Dans son discours inaugural, Trump fustige l’Amérique divisée d’Obama tout en promettant de rendre «le pouvoir au peuple»

Le président Trump et le président Obama, ainsi que des membres de leurs administrations respectives et des membres du Congrès présents, ont échangé des plaisanteries et de petites conversations lors de l’inauguration du milliardaire immobilier devenu moghol-devenu-politicien. Mais pendant le discours d’investiture de Trump, il a assailli la culture du «business as usual» de Washington, ainsi que plusieurs des échecs de la politique d’Obama, sans réellement appeler l’ancien président.

« Aujourd’hui, nous ne transférons pas simplement le pouvoir d’une administration à une autre ou d’un parti à un autre, mais nous transférons le pouvoir de Washington et nous le restituons à vous, le peuple américain », at-il déclaré dans son discours inaugural. a duré moins de 20 minutes, a rapporté Circa.

Avec Obama assis derrière lui, ainsi que la direction du Congrès, le nouveau président a utilisé sa simplicité de l’intellect et de la marque pour embêter la façon dont le gouvernement a fonctionné pendant des décennies.

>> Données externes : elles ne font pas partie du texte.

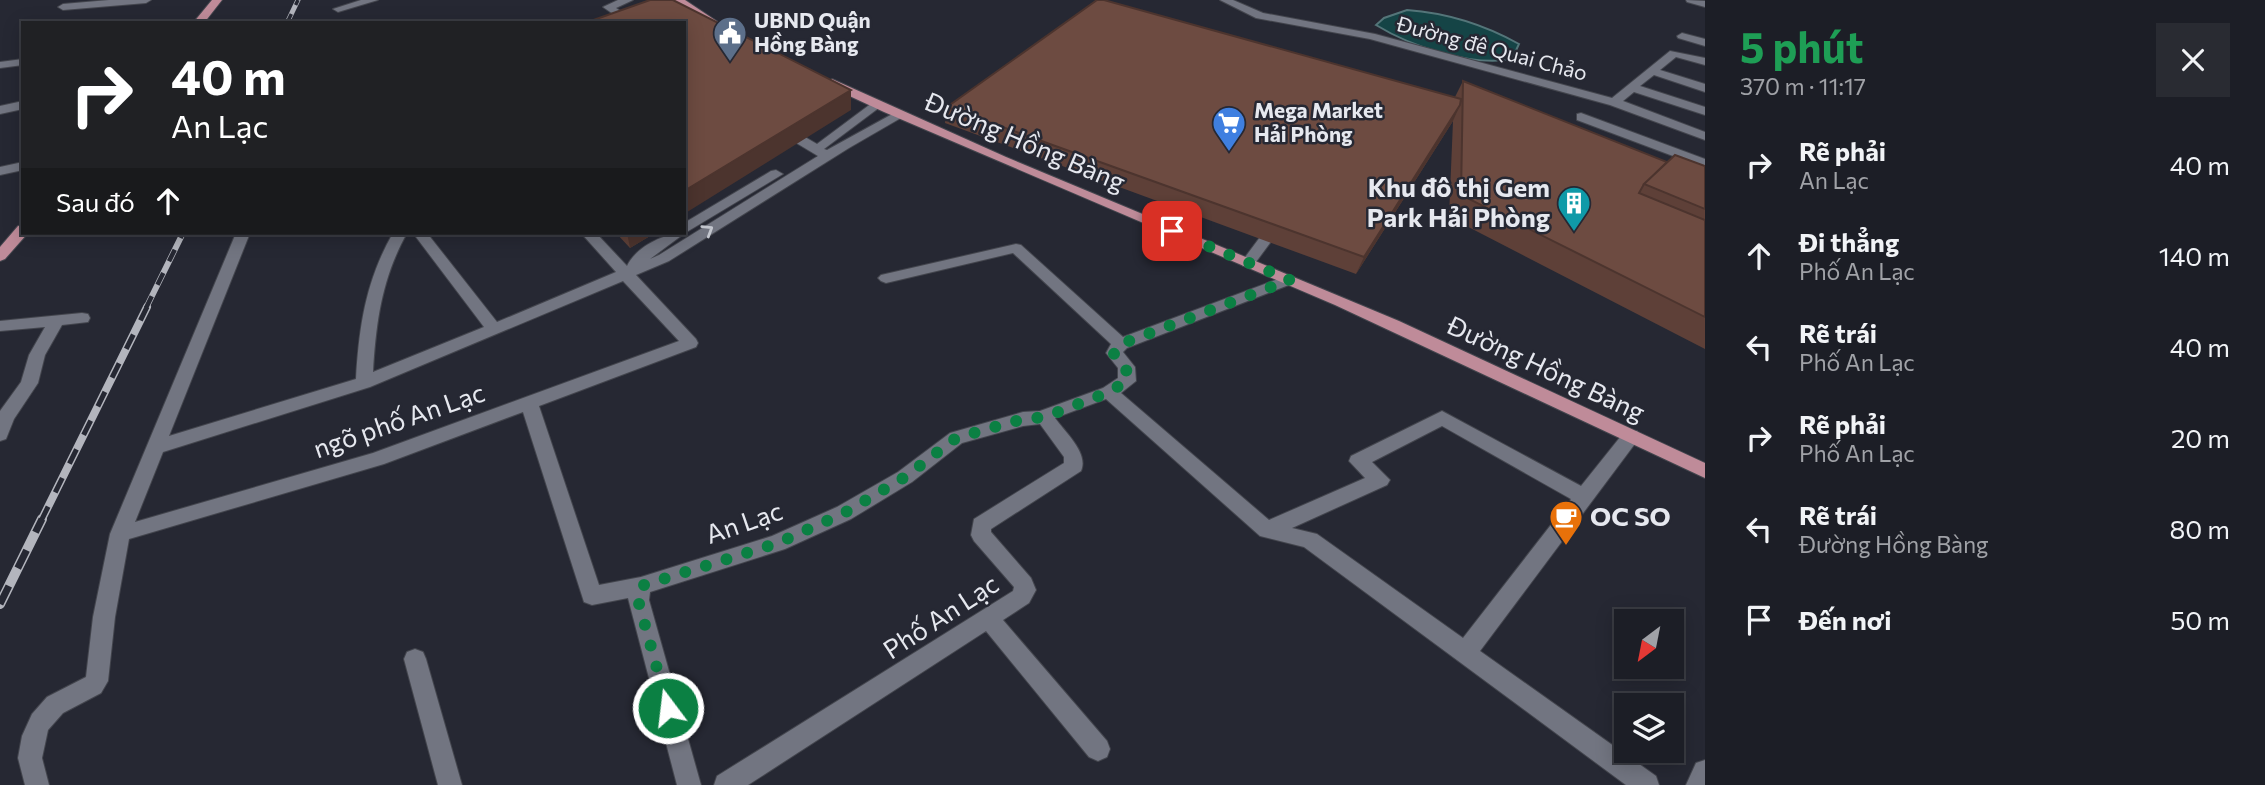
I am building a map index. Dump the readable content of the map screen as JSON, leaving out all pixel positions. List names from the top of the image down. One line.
{"streets":{"main road":["Đường Hồng Bàng"],"street":["Đường đê Quai Chảo","ngõ phố An Lạc","An Lạc","Phố An Lạc"]},"crossings":[["ngõ phố An Lạc","An Lạc"],["An Lạc","Phố An Lạc"]],"places":{"public building":["UBND Quận Hồng Bàng"],"supermarket":["Mega Market Hải Phòng"],"building":["Khu đô thị Gem Park Hải Phòng"],"cafe":["OC SO"]},"north":"bottom left","page":{"heading":["5 phút","370 m · 11:17"],"turn":["40 m","An Lạc"],"list":[{"name":"Rẽ phải","note":"An Lạc","value":"40 m"},{"name":"Đi thẳng","note":"Phố An Lạc","value":"140 m"},{"name":"Rẽ trái","note":"Phố An Lạc","value":"40 m"},{"name":"Rẽ phải","note":"Phố An Lạc","value":"20 m"},{"name":"Rẽ trái","note":"Đường Hồng Bàng","value":"80 m"},{"name":"Đến nơi","value":"50 m"}],"then":"Sau đó"}}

« Pendant trop longtemps, un petit groupe dans la capitale de notre pays a récolté les fruits du gouvernement alors que les gens ont supporté le coût », at-il dit. « Washington a prospéré – mais le peuple n’a pas partagé sa richesse. » [RELATED: Que fait notre président aujourd’hui? Découvrez-le sur Trump.news]

Il a certainement raison à ce sujet. Comme CNSNews.com a rapporté récemment, les quatre comtés les plus riches des États-Unis entourent Washington, D.C.

« Ils sont le comté de Loudoun, en Virginie, où le revenu médian des ménages était de 125 900 $ en 2015; Falls Church City, Virginie, où il était 122 092 $; Le comté de Fairfax, en Virginie, où il était de 112 844 $; et Howard County, Md., où il était 110 224 $ « , a rapporté le service de nouvelles, citant des données du Census Bureau.

« Leurs triomphes n’ont pas été vos triomphes; et alors qu’ils célébraient dans la capitale de notre nation, il y avait peu de choses à célébrer pour les familles qui luttent partout dans notre pays « , a déclaré Trump.

Trump a également fait mention de plusieurs échecs sociétaux et de maux qui ne se sont certainement pas améliorés sous Obama et, dans de nombreux cas, ont empiré:

Pendant de nombreuses décennies, nous avons enrichi l’industrie étrangère au détriment de l’industrie américaine, subventionné les armées d’autres pays, tout en permettant l’épuisement très triste de notre armée. Nous avons défendu les frontières des autres nations tout en refusant de défendre les nôtres. Et dépensé des trillions et des billions de dollars à l’étranger alors que l’infrastructure de l’Amérique est tombée en délabrement et en décomposition. Nous avons enrichi d’autres pays alors que la richesse, la force et la confiance de notre pays se sont dissipées à l’horizon. Un par un, les usines ont frémi et quitté nos rivages, sans même penser aux millions et aux millions de travailleurs américains qui ont été laissés pour compte. La richesse de notre classe moyenne a été arrachée de leurs maisons et ensuite redistribuée partout dans le monde, mais c’est le passé, et maintenant nous regardons seulement vers l’avenir.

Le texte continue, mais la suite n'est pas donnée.